EXERCISE DIRECTIONS » Check every line of the material below, and show those that contain "their".

GIVEN DATA »
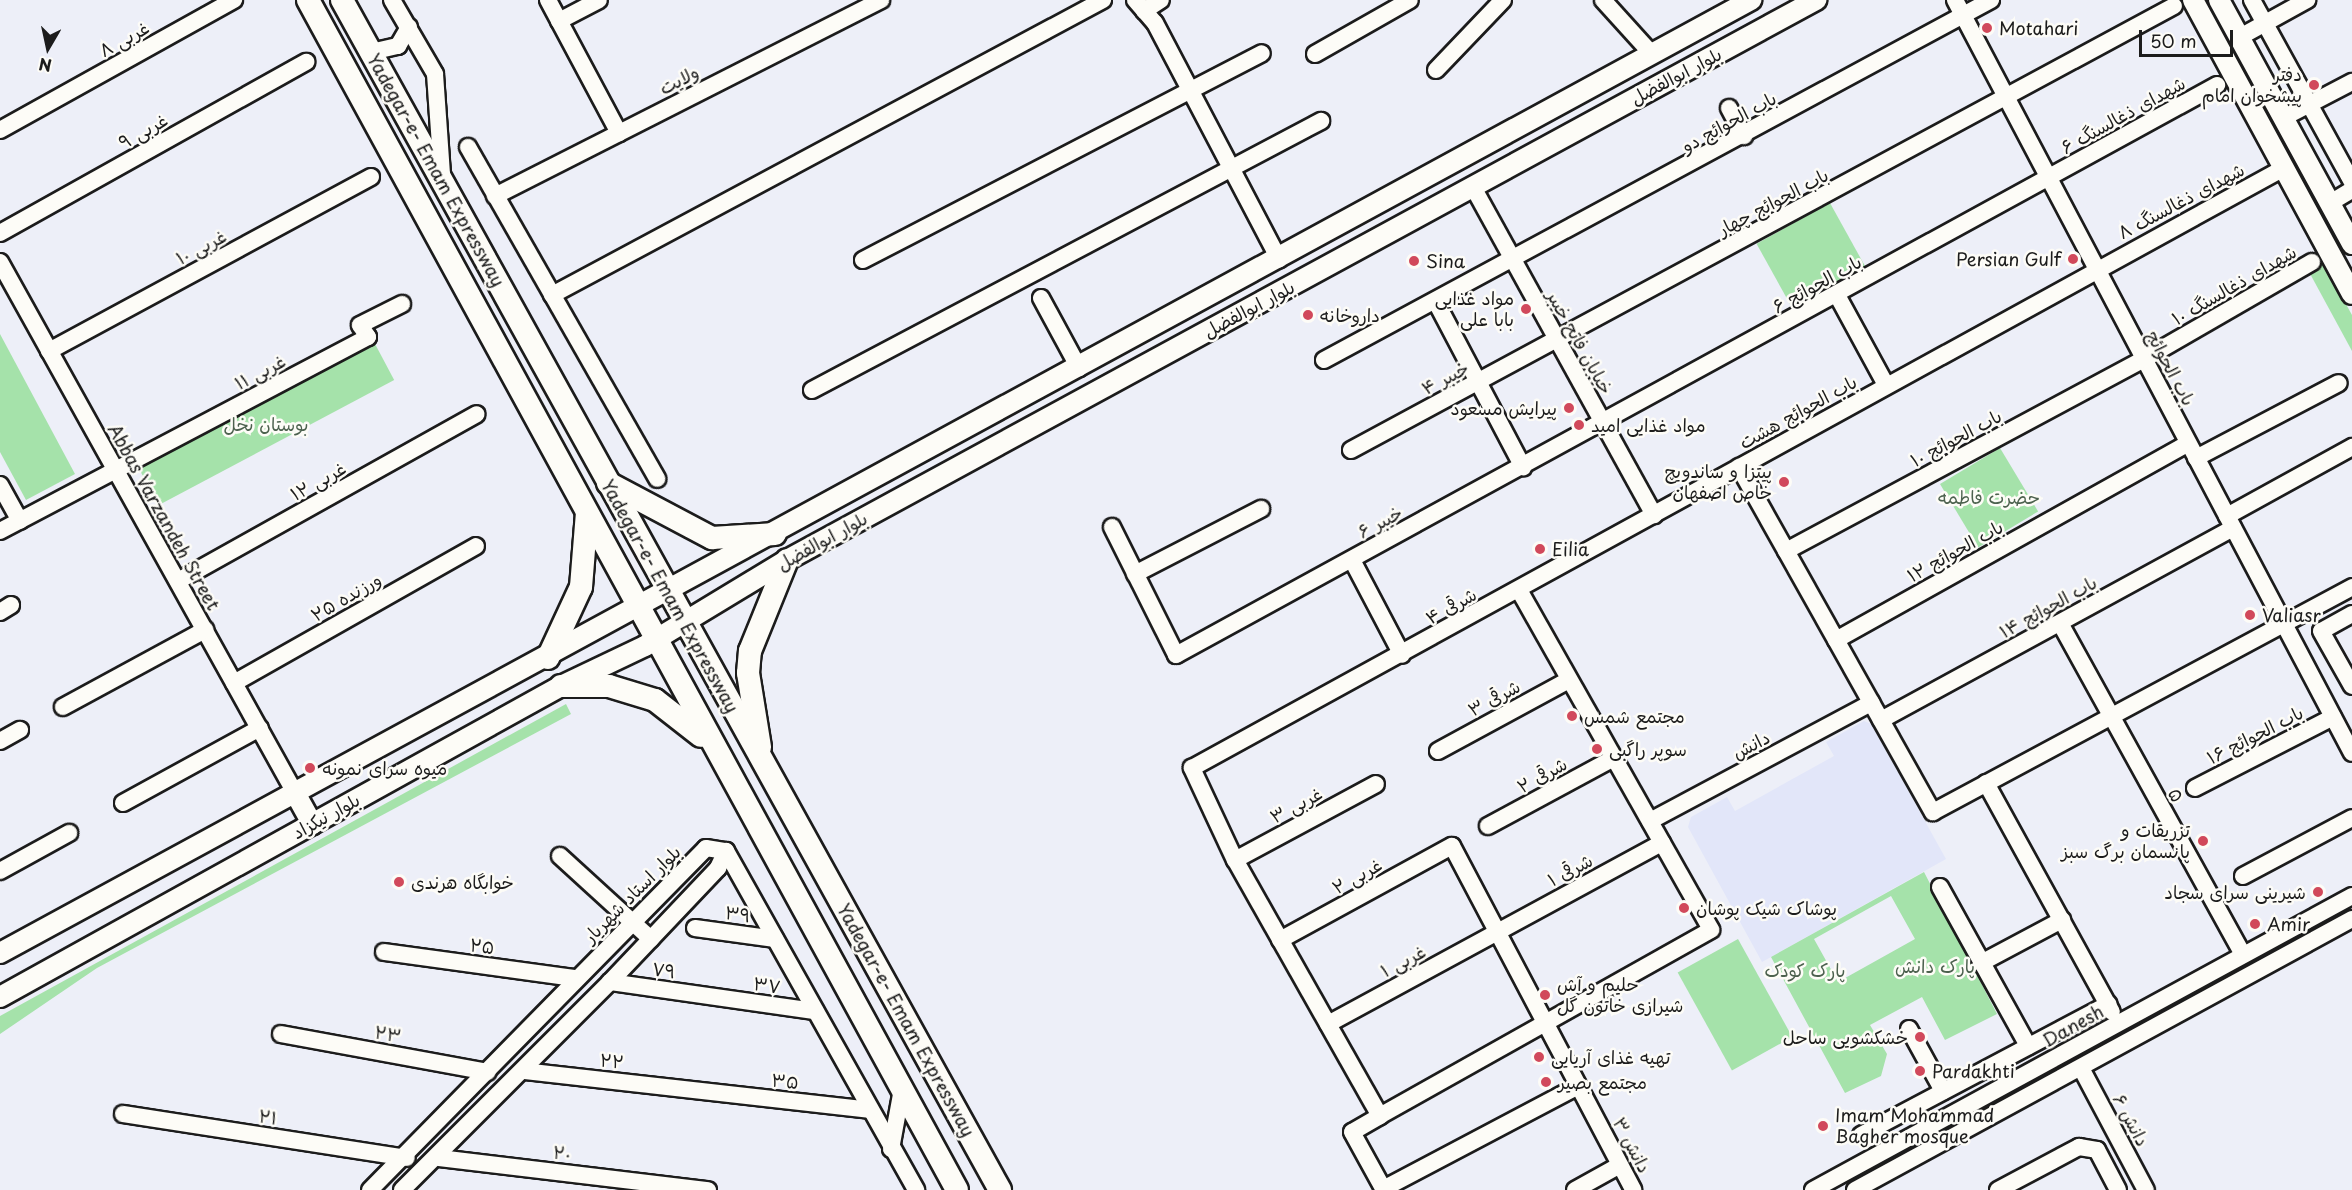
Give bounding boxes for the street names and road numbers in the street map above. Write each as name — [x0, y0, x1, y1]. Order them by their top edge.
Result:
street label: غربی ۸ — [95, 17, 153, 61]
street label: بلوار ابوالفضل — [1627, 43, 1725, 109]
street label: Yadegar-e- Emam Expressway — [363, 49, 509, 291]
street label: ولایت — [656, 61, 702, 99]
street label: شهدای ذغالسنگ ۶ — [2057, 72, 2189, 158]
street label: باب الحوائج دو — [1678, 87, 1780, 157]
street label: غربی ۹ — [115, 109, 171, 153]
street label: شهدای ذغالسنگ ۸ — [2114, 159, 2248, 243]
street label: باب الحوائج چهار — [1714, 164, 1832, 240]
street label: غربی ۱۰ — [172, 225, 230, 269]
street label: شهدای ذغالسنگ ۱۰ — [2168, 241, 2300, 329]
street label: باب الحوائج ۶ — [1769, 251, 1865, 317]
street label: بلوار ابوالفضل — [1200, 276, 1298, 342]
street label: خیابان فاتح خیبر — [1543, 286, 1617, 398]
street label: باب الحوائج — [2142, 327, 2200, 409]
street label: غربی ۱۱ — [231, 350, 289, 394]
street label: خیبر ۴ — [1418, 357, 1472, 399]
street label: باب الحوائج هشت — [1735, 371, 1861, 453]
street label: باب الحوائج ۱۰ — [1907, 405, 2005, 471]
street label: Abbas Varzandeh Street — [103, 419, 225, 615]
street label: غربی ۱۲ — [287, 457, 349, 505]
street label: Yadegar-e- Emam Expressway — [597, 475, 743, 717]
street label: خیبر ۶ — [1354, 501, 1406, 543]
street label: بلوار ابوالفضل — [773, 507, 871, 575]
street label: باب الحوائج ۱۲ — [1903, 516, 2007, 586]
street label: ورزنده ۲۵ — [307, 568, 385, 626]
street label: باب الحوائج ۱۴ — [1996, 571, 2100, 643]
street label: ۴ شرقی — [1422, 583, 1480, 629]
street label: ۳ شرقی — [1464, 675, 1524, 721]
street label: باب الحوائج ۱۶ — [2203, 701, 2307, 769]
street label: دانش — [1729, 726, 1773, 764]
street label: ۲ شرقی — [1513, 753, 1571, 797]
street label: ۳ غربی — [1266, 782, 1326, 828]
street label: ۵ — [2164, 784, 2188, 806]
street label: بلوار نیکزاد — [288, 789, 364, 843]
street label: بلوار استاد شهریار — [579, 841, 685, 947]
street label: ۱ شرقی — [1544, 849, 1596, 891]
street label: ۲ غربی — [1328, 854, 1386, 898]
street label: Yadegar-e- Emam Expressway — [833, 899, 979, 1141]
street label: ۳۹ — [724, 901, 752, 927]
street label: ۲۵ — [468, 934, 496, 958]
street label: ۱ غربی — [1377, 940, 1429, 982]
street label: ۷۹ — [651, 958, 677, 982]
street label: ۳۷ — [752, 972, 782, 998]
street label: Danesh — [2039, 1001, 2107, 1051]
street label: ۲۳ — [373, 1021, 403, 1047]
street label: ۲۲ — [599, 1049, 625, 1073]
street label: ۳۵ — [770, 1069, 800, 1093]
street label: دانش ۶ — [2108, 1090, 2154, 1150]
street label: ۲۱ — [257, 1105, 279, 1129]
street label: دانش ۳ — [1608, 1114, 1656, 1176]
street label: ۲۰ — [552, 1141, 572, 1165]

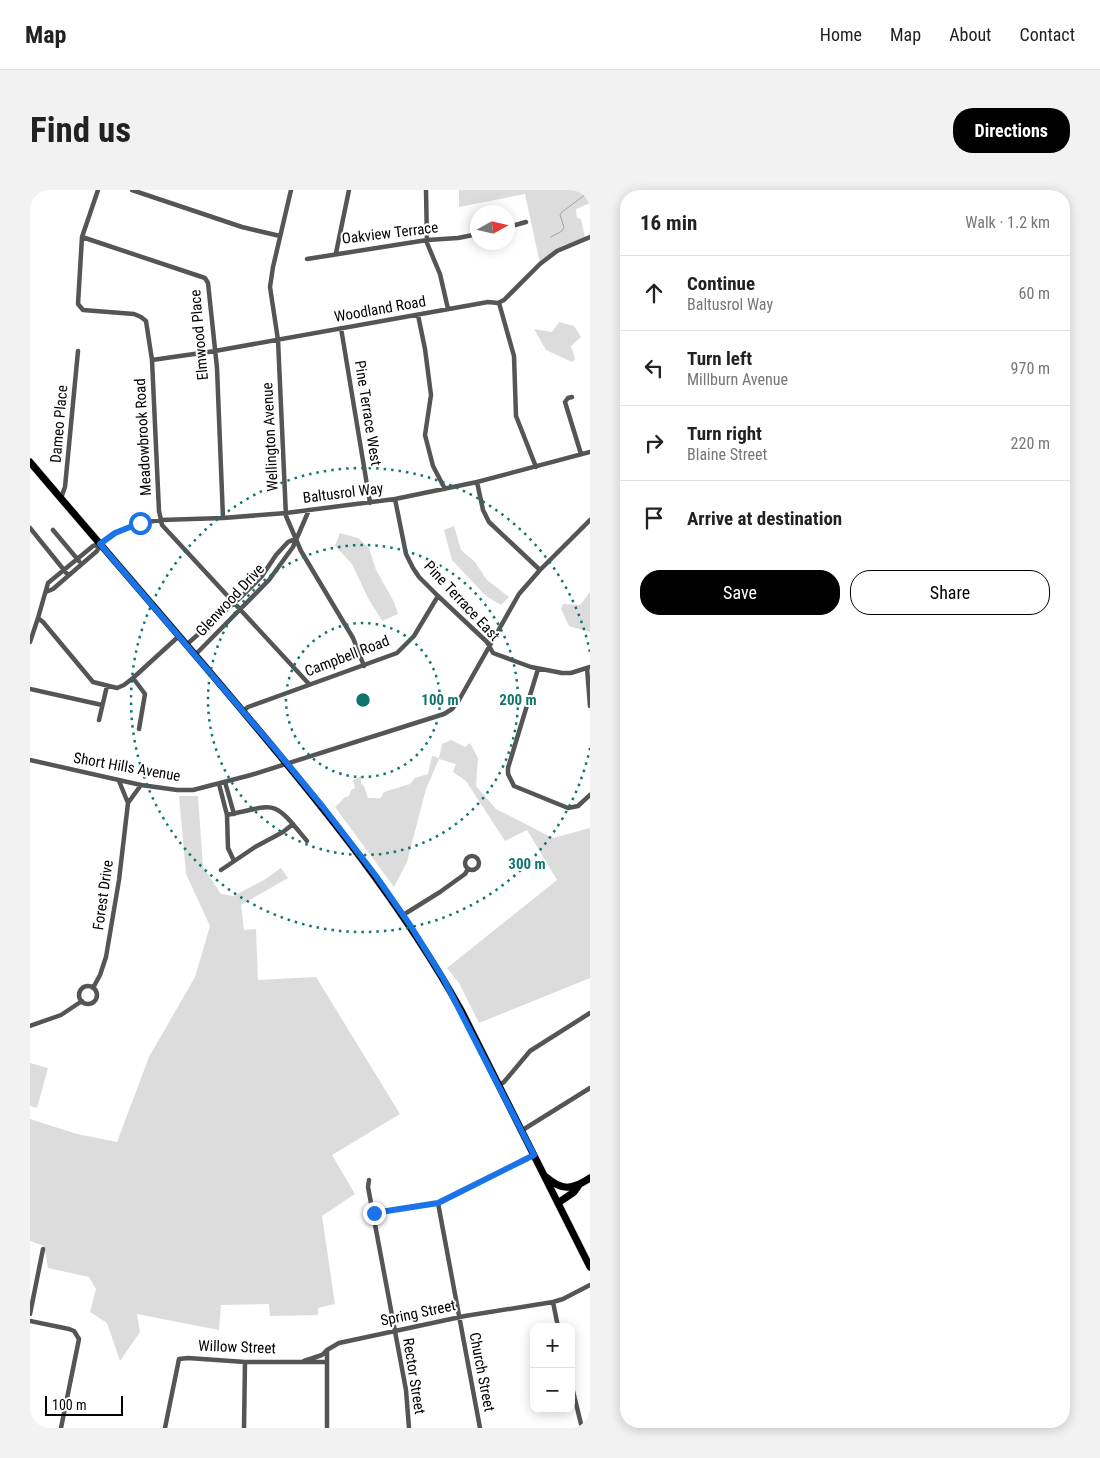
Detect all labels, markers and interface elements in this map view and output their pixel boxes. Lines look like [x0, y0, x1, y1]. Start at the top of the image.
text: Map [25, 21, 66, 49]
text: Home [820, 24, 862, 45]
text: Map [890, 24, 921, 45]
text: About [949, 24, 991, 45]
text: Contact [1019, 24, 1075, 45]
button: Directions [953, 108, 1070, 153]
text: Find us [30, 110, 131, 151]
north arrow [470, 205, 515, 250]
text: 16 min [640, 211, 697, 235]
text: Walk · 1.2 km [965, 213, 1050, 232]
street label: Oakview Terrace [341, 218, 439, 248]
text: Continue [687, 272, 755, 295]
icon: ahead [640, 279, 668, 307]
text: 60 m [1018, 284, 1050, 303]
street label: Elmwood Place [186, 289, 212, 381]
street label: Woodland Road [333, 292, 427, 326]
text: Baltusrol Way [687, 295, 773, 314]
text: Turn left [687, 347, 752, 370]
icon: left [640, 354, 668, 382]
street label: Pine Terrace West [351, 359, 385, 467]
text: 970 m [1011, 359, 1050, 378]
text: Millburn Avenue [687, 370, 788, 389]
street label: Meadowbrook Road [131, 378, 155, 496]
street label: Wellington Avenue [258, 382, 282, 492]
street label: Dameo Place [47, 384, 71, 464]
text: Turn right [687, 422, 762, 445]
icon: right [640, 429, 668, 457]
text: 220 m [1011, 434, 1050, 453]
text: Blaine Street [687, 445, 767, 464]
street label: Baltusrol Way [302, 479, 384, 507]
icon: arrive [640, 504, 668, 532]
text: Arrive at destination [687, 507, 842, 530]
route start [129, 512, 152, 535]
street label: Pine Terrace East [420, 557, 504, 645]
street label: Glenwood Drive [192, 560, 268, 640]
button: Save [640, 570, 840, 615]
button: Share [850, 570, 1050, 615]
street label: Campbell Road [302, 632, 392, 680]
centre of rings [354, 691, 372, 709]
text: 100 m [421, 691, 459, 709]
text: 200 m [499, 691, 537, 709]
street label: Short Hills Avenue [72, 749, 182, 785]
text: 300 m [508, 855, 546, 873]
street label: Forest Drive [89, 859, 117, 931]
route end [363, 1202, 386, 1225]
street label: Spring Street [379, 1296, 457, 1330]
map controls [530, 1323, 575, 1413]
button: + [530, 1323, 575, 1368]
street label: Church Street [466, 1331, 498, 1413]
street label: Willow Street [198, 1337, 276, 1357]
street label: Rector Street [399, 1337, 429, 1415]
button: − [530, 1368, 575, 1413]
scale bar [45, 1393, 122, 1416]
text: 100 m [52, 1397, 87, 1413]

REPLY TO THE TASK »
Give bounding boxes for the street names and road numbers in the street map above. Write each as name — [x0, y0, x1, y1]. Order them by their top edge.
Detect all labels, markers and interface elements in this map view and output their pixel boxes. Lines look like [x0, y0, x1, y1]. Start at the top of the image.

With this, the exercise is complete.